I am trying to follow his advice.
The Game Boy and why the Game Boy?
If you have never heard of the Game Boy, I assume you must either be very very young - good for you then - or have been living under a rock for a few decades.10 It must have been a particularly remote and secluded rock so, considering this thing has been continuously produced for 14 years until 2003, is still among the three most sold video game consoles of all time even now and has been to wars and survived:11
All of this undoubtedly makes the Game Boy historically significant and a really great device to own and use, yet does it also imply it’s a great choice to develop an emulator for?
As with many interesting questions, there is no simple binary answer. Rather, it depends. More concretely, it depends on your goals. If you desire to produce an unrivaled product that delivers unique benefits to its users and will set you apart from the crowd, it might not be the best of choices. At the time of writing github lists 184 repositories under the topic gameboy-emulator.
If you desire a really difficult, nigh-insurmountable challenge with little help along the way and are already quite well versed and experienced, it might not be the most ideal choice either. The internet offers a ton of excellent documentation about almost all relevant details gathered and published by wonderful people over the course of many years, the emudev reddit is filled with myriad questions and answers about details and frequent errors and a number of excellent test roms are available.
If conversely - like me - you are just starting out in this direction, the situation could hardly be more ideal. The Game Boy is a reasonably simple device whilst not being entirely trivial. It is easy enough to get something on the screen and even quickly get the satisfaction of some playable games. Nonetheless there are some almost inevitable pitfalls ensuring you learn something new on the way. If one gets bored and ambitious, the number of hours one can sink into getting the details exactly right, supporting more games and peripherals and improving performance is limited by life, not problems to solve. 12
And - of course - I have an unhealthy obsession with Tetris and the early Pokemon games. Developing an emulator proves a most convenient excuse to play them and consider it work ;-). It is simply immensely satisfying to see this displayed in a program of my own:
With this grand prelude out of the way we finally know what it is we want to do and why we want to do it13, so we can at long last get started on how to go about it.

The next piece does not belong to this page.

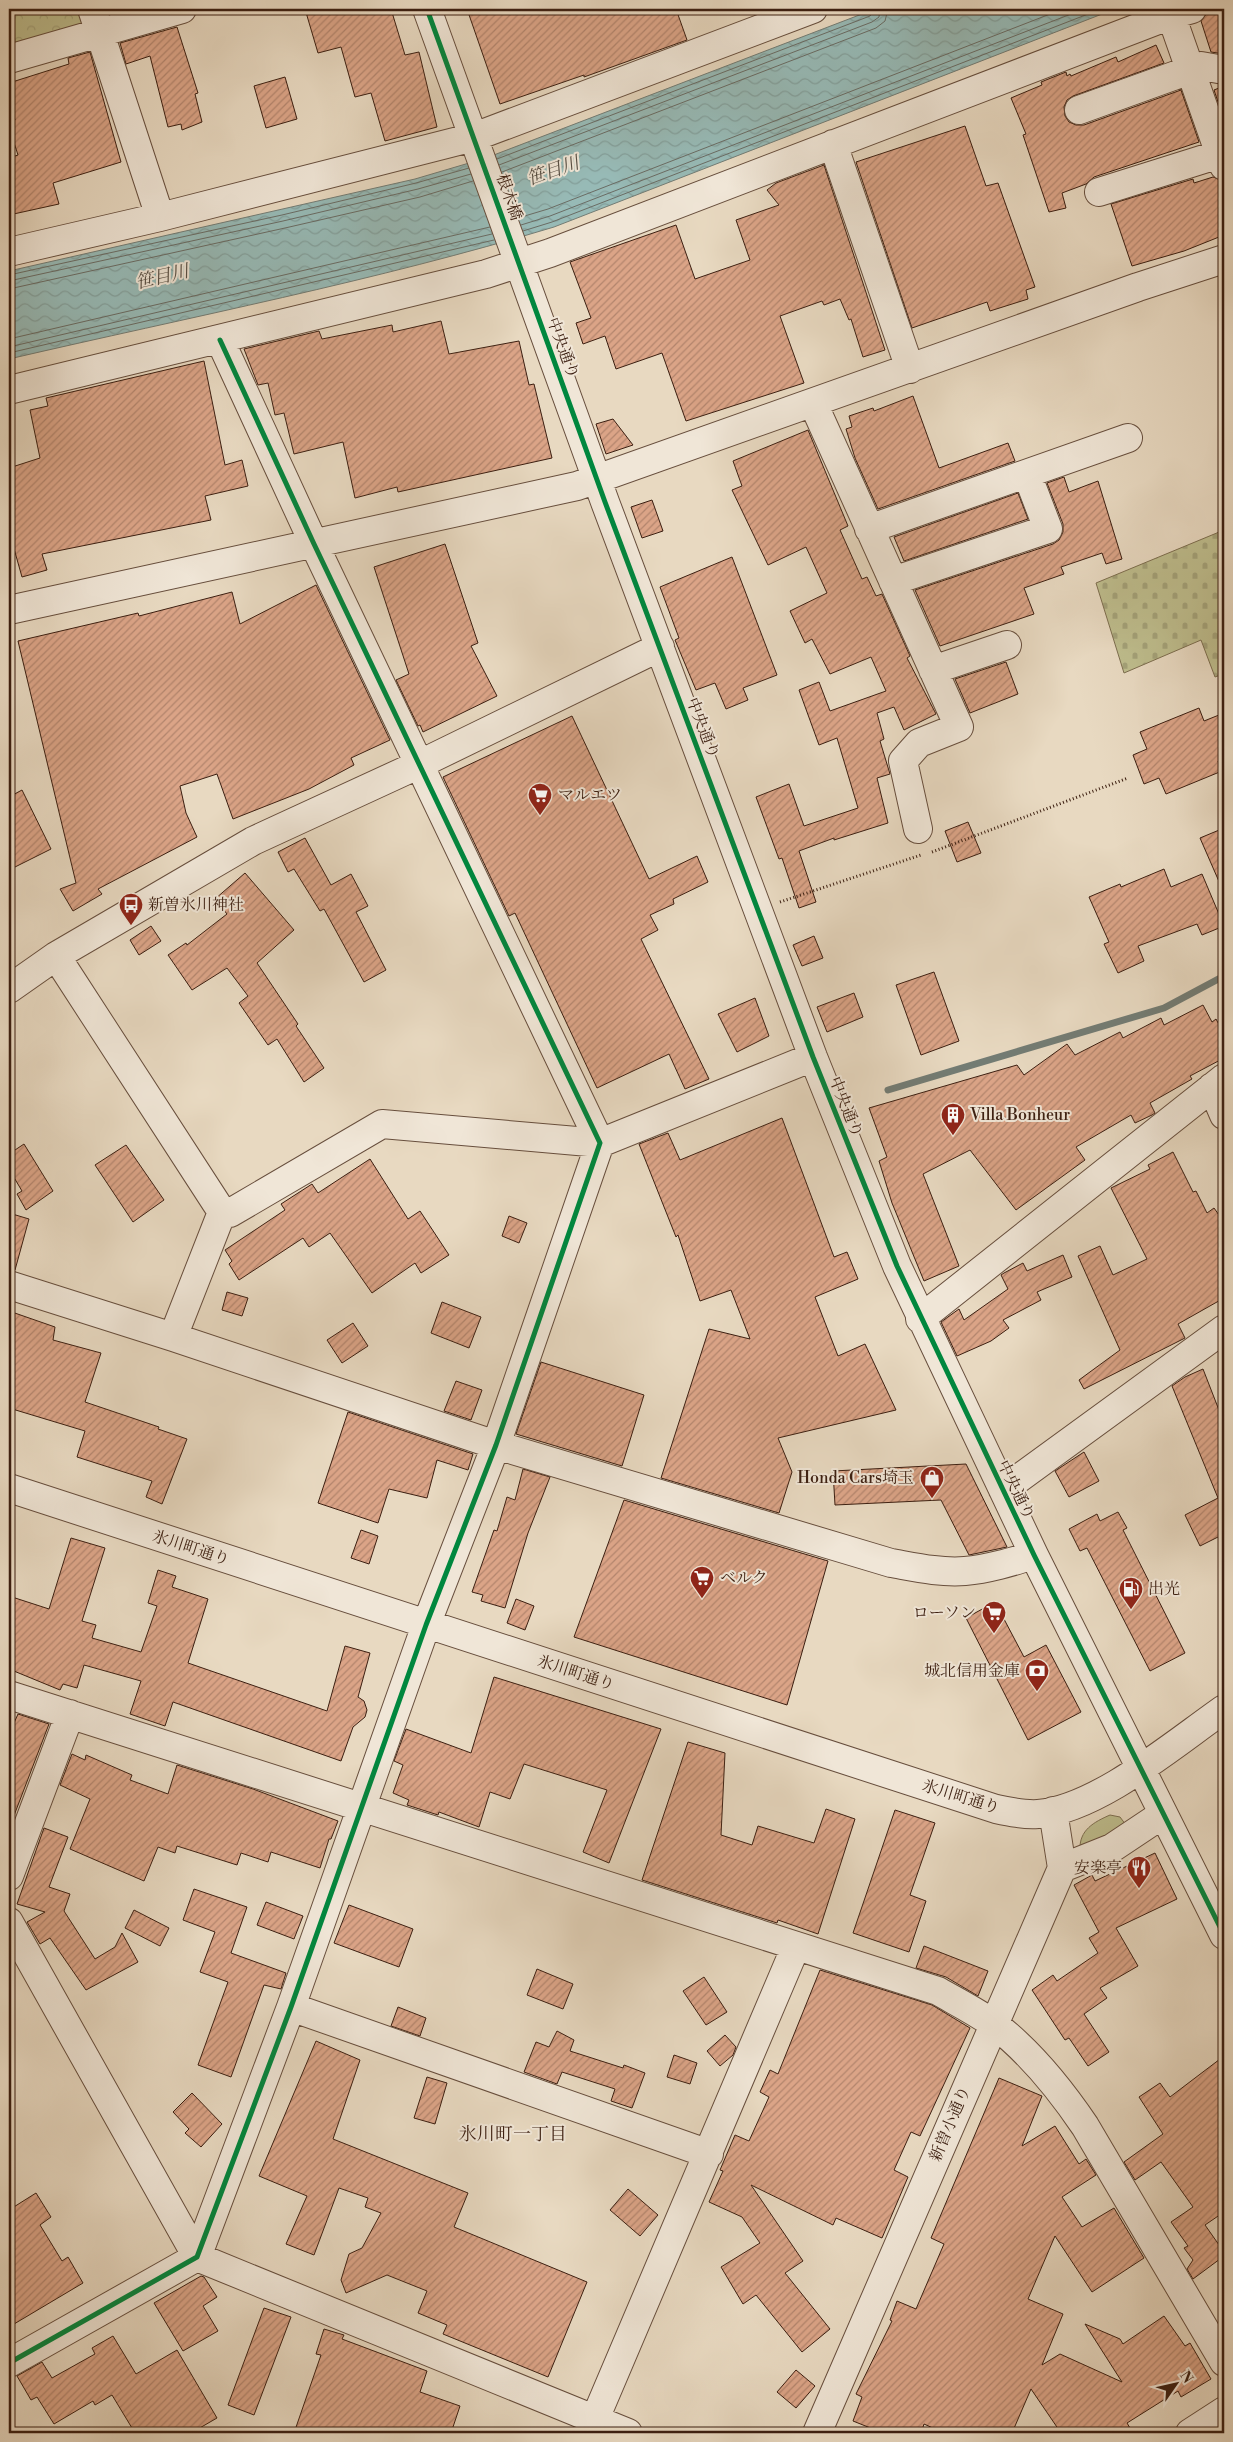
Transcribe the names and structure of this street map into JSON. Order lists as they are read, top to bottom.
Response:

As I most likely have already bored you out of your mind with all my meaningless introductory babble, lets not dwell on abstract matters much longer and get down into the weeds and details of our concrete example. There is just one relevant fact you have to understand before we get started. Allow me to put it in the words of one of the greater tv shows of recent memory at a time when it was still good:14
What our emulator has to mimic is only the outwardly observable behavior of the original system, not its exact internal workings. So we can save ourselves the trouble of getting down to the level of individual logic gates, transistors or even the underlying physics. That is essentially the difference between emulation and simulation.15
In order to determine which parts of the original hardware’s behavior we should deem relevant and observable, we ought to consider what it is our program eventually does: It takes as input a digital copy of any given real game and presents to the user an approximation of the visuals and sound this program would have shown and played were it executed on a real Game Boy. Button presses in some form are forwarded to the emulator and the program responds by changing what it presents in approximately the same way it would have had the physical buttons been pressed. As such we have to be somewhat accurate with everything that is shown directly to the user(humans don’t necessarily notice or care about every pixel and millisecond) and really accurate with everything that can be seen by a program, i.e. everything an arbitrary instruction in a program can use to change its behavior. If one instruction stores the value 42 and another reads the stored value, it does not matter how this happens, but it had better read 42, not 41 or 43.
It might seem patently obvious, but this trivial observation can guide us when deciding what is relevant and what is not.
Take, for instance, the PPU(Picture Processing Unit), which is responsible for drawing graphics onto the screen. It is a really strange little beast and I will go into much more detail about it in a dedicated article. For now, suffice it to say that despite using an LCD, it acts as if the image was drawn by a CRT, that is gradually in scanlines. Cycle accurately emulating this behavior can be quite expensive and it might be reasonable to ignore that detail and instead draw the whole screen at once at the same time the last scanline would have finished. This acceleration would, however, yield erroneous results. A program can set a specific register and thereby request an interrupt when the drawing reaches a specified line. It can then react to this and change parameters of the drawing mid-screen. Many if not most games utilize this to great effect. As such, we have to at least do our drawing line by line.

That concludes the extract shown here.